L’auteur nous décrit aussi la vie populaire à la fin de l’Empire, des conflits internes secouant le pays. On côtoie des prostituées, des bandits qui ont de bonnes relations avec des honnêtes gens et des petits commerçants. Ça ressemble presque à du Zola transposé à la mode chinoise.

Mais n’oublions notre Siang-tse avec ses tribulations d’un Chinois en Chine et elles sont bien nombreuses. Quand il finit par amasser la somme nécessaire pour s’acheter son pousse-pousse tant rêvé et qui occupe toutes ses pensées, patatras !
Quand il se croit enfin libre, encore un mauvais coup du sort. Mais pourquoi tant de malheurs ? Le courage ne lui a jamais manqué et il est dur au labeur. Alors manque de chance ? Ou faut-il en déduire que la morale de cette histoire est qu’un pauvre restera toujours un pauvre ?
Autre coup du sort : quand Tigresse réussit enfin à l’attirer dans ses filets, cela ne va pas durer bien longtemps. Pourtant il faut mettre à son actif qu’elle a tout fait pour aider son mari. Reste Petite-Fou-tse, une jeune femme, une voisine qui l’aime, elle aussi, mais notre tireur de pousse-pousse va-t-il savoir la garder ?

Ce n’est vraiment pas un roman d’espoir mais celui d’un échec. La faute incombe peut-être à l’entêtement de Siang-tse, ce « cinglé du pousse-pousse »…
On peut lire page 101 : « La vie du pauvre ressemble fort à un noyau de jujube, avec ses deux bouts pointus et son milieu bombé. Les deux bouts pointus, c’est son enfance et sa vieillesse. (…) Pourquoi ne pas chercher le plaisir immédiat en se foutant du reste ?.»

Quand j’ai écrit que cette histoire est pessimiste, autant lire le dernier paragraphe : «  Siang-tse, le grand Siang-tse, le courageux, le fort, celui qui avait tant rêvé, tant cherché la réussite, combien de morts avait-il accompagnés jusqu’à leur tombe ? Lui, le malheureux, le déchu, l’»individualiste » qui croyait pouvoir réussir tout seul, quand donc serait-il enterré avec cette société cruelle et pourrie qui l’avait enfanté ? ».

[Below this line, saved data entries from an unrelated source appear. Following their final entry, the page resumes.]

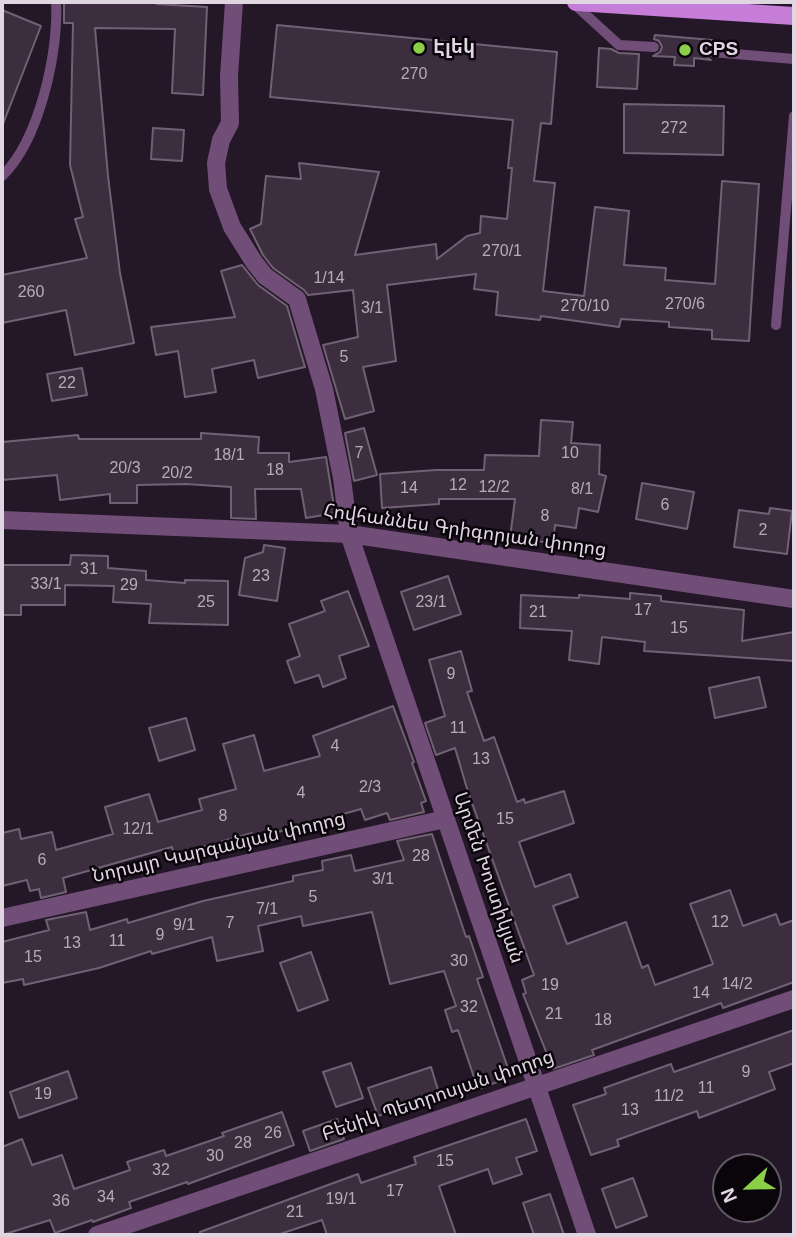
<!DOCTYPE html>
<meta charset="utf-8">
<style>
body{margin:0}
#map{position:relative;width:796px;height:1237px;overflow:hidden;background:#241727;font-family:Arial,sans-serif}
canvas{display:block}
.frame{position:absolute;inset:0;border:4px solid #dfd6e1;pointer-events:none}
.north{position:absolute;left:712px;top:1153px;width:70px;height:70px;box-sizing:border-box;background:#0a050b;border:2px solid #5f5961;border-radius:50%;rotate:248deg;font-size:19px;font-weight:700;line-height:28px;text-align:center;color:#dfd6e1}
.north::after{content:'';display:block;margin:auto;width:24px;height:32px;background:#8bce47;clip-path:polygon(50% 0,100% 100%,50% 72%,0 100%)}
</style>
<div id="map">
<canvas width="796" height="1237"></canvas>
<div class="frame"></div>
<div class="north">N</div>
</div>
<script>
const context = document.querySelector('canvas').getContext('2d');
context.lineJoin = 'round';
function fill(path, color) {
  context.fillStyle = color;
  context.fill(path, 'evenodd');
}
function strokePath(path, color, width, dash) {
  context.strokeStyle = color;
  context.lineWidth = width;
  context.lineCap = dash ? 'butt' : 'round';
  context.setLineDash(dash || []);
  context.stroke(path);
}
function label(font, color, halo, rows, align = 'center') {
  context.font = font + ' Arial,"Noto Sans Armenian",sans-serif';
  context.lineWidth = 5;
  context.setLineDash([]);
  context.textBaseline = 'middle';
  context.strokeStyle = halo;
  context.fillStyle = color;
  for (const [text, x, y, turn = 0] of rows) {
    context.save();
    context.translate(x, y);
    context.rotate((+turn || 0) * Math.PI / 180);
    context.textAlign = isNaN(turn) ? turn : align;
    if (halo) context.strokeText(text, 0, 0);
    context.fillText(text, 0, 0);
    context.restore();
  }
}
const building = new Path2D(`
 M64,2H157V4L207,7L203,95L172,93L175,29L95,28L108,176L120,273L134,343L75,355L66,310L2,323V275L87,258L75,219L83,217L70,165L73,23H64Z
 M2,10L41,26L3,124H2Z
 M277,25L557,52L551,124L541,123L534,181L555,183L543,291L584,296L595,207L629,211L624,265L666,268L665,280L715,284L722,181L759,184L749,341L712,339V330L669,327V322L621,319L619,327L541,316L540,320L496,315L498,292L474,289L476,274L387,285L396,361L363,367L374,411L345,419L323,345L358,337L353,290L308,295L304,290L273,268L263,255L250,229L261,224L266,176L301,179L299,163L379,172L355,255L436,244L437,259L467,236L480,233L481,216L507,219L512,168H508L513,120L270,97Z
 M655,35L712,40V44L708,45L704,51L705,56L711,60L694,58V66L674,65L675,57L653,56L660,52L662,47L659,41L654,39Z
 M599,48L611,49L619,53L639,54L637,89L597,87Z
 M624,104L724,106L723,155L624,153Z
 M153,128L184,130L182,161L151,159Z
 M242,265L258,285L287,306L305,367L258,378L254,360L212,369L216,392L185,397L178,351L156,355L151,327L235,317L221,271Z
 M82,368L87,395L52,401L47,374Z
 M541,420L573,422L571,443L600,445L599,474L606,476L598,512L579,508L576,528L555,525L553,543L510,538L515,499H439V504L382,508L380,474L436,470H484L485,455L539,456Z
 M364,428L377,475L354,481L345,433Z
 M201,433L259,437L258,453H289V462L326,457L335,513L306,518L301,489H255L256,519L231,518V487L186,484L137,485V503H110V494L60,500L57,475L2,480V442L78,435L79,439H201Z
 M642,483L694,492L687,529L636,519Z
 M770,508L792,511L787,554L734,547L739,510L769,514Z
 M264,545L285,548L277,601L239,595L245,558L263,552Z
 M71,555L108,556V568L146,571V580L185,583V580L228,581V625L149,623L151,604L113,602L114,586L65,585V605H21V615H2V565H70Z
 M448,576L461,614L414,630L401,592Z
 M348,591L369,646L339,656L346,678L323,687L319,675L295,683L287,661L300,656L289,624L325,611L321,601Z
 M630,593L661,596V601L744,610L742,641L794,632V661L644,651L645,642L602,637L599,664L569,660L572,631L520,628L521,595L579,598V595L630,599Z
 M461,651L472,691L467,692L484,741L494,737L517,802L524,799L525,803L564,791L574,823L519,842L535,887L570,874L578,897L553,906L567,944L626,922L642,968L648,965L655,985L713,964L690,904L730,890L743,926L776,914L780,925L794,920V982L723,1008L721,1003L592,1050L594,1055L553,1069L523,994L526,993L522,980L534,975L468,792L455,748L436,755L425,723L445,716L429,660Z
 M759,677L766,707L715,718L709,688Z
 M393,706L414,762L412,763L426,801L421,803L424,812L390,820L387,813L365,820L361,809L253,839L252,833L174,855L172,847L63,878L66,892L41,898L39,889L30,891L27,880L2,886V833L19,829L21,839L52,832L56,850L113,834L105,807L149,794L158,822L202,810L199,799L236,789L223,744L254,735L264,771L320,756L313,736Z
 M186,718L195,750L159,761L149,728Z
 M432,834L466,937L469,936L483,977L477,979L511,1077L478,1089L458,1030L452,1032L445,1010L456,1006L444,971L390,984L372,912L303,926L301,916L258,926L263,951L217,961L212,937L152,954L151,951L99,968L24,985L23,979L2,983V942L49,930L46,920L86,912L90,930L127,919L128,923L203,901L293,881V876L323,870L322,861L351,855L355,871L404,860L397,841Z
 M311,952L328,1000L298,1011L280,963Z
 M794,1030V1063L769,1072L775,1089L699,1118L697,1111L617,1140L619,1146L591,1155L573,1105L606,1094L604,1088L671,1064L674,1072Z
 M351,1063L363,1098L336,1107L323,1072Z
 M431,1067L439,1093L378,1116L368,1088Z
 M68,1071L77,1098L19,1118L10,1092Z
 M282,1112L294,1145L188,1184L187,1182L129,1202L131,1208L93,1222L92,1220L55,1233L50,1220L2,1235V1147L22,1139L32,1165L62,1155L74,1189L130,1170L127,1162L164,1150L166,1156L224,1136L222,1133Z
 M337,1119L344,1139L310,1151L303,1131Z
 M526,1119L537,1151L516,1158L522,1174L493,1184L488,1169L439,1186L456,1235H327L322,1220L277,1235H200V1232L358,1174L361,1183L416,1164L414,1157Z
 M633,1178L647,1216L616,1228L602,1189Z
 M550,1194L564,1235H534L523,1203Z`);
const service = new Path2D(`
 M572,2L619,45L654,47
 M712,52L794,59
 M2,176C39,141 59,52 56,2
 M776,325L794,116`);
const minor = new Path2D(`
 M234,2L229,76L230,123L221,140L216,163L218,189L232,227L254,262L265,276L297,299L324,389L342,478L349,534L587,1235
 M2,520L349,534L794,599
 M2,918L445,819
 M97,1235L794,999`);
const primary = new Path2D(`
 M576,2L794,16`);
const markers = [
 [419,48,7,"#8bce47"],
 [685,50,7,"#8bce47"]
];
const numberNames = [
 ["270",414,75],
 ["272",674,129],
 ["270/1",502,252],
 ["1/14",329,279],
 ["260",31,293],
 ["270/6",685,305],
 ["270/10",585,307],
 ["3/1",372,309],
 ["5",344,358],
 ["22",67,384],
 ["7",359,454],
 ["10",570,454],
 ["18/1",229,456],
 ["20/3",125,469],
 ["18",275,471],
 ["20/2",177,474],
 ["12",458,486],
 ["12/2",494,488],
 ["14",409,489],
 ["8/1",582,490],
 ["6",665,506],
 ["8",545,517],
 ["2",763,531],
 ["31",89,570],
 ["23",261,577],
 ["33/1",46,585],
 ["29",129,586],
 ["25",206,603],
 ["23/1",431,603],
 ["17",643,611],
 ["21",538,613],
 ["15",679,629],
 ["9",451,675],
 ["11",458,729],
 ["4",335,747],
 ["13",481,760],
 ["2/3",370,788],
 ["4",301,794],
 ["8",223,817],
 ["15",505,820],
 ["12/1",138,830],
 ["28",421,857],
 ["6",42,861],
 ["3/1",383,880],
 ["5",313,898],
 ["7/1",267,910],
 ["12",720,923],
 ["7",230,924],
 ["9/1",184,926],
 ["9",160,936],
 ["11",117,942],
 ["13",72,944],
 ["15",33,958],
 ["30",459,962],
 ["14/2",737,985],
 ["19",550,986],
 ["14",701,994],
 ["32",469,1008],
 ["21",554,1015],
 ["18",603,1021],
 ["9",746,1073],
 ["11",706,1089],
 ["19",43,1095],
 ["11/2",669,1097],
 ["13",630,1111],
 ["26",273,1134],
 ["28",243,1144],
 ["30",215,1157],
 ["15",445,1162],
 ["32",161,1171],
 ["17",395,1192],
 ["34",106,1198],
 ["19/1",341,1200],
 ["36",61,1202],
 ["21",295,1213]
];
const poiNames = [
 ["Էլեկ",433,48],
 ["CPS",699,50]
];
const streetNames = [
 ["Հովհաննես Գրիգորյան փողոց",465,531,8],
 ["Նորայր Կարգանյան փողոց",219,848,-13],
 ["Արմեն Խոստիկյան",488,878,71],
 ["Բենիկ Պետրոսյան փողոց",438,1096,-19]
];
fill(building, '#3c2e3f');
strokePath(building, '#716174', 2);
strokePath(service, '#704e78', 10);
strokePath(minor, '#704e78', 18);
strokePath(primary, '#c67dd7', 18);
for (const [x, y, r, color] of markers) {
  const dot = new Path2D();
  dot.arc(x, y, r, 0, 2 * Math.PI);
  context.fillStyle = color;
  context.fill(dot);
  strokePath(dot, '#0a050b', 2.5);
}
label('16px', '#b6acb8', null, numberNames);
label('bold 19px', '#dfd6e1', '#0a050b', poiNames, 'left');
label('19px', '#dfd6e1', '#0a050b', streetNames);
</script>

Plus pessimiste que ça – je vous laisse finir la phrase. Ce n’est pas spoiler le livre car c’est pour ainsi dire résumé sur la quatrième de couverture et cet ouvrage a déjà été longuement et souvent chroniqué.
Petite réflexion sur la couverture du livre : elle avait attiré mon œil par sa simplicité et pourtant si joli : un fond jaune et un pousse-pousse avec une couverture rouge…

Par contre pour rajouter quelque chose de plus personnel c’est que je suis de plus en plus attirée par la littérature chinoise et la littérature japonaise et j’ai été ravie de lire ce roman, le plus célèbre de Lao She pour lequel on eut lire en préface : « Il est des romanciers qui connaissent un destin semblable à celui des personnages qu’ils ont eux-mêmes inventés : Lao She est un de ceux-là. (…)
Les œuvres de Lao She font désormais figure de « classiques » dans le patrimoine chinois culturel, mais il reste une « énigme  Lao She ».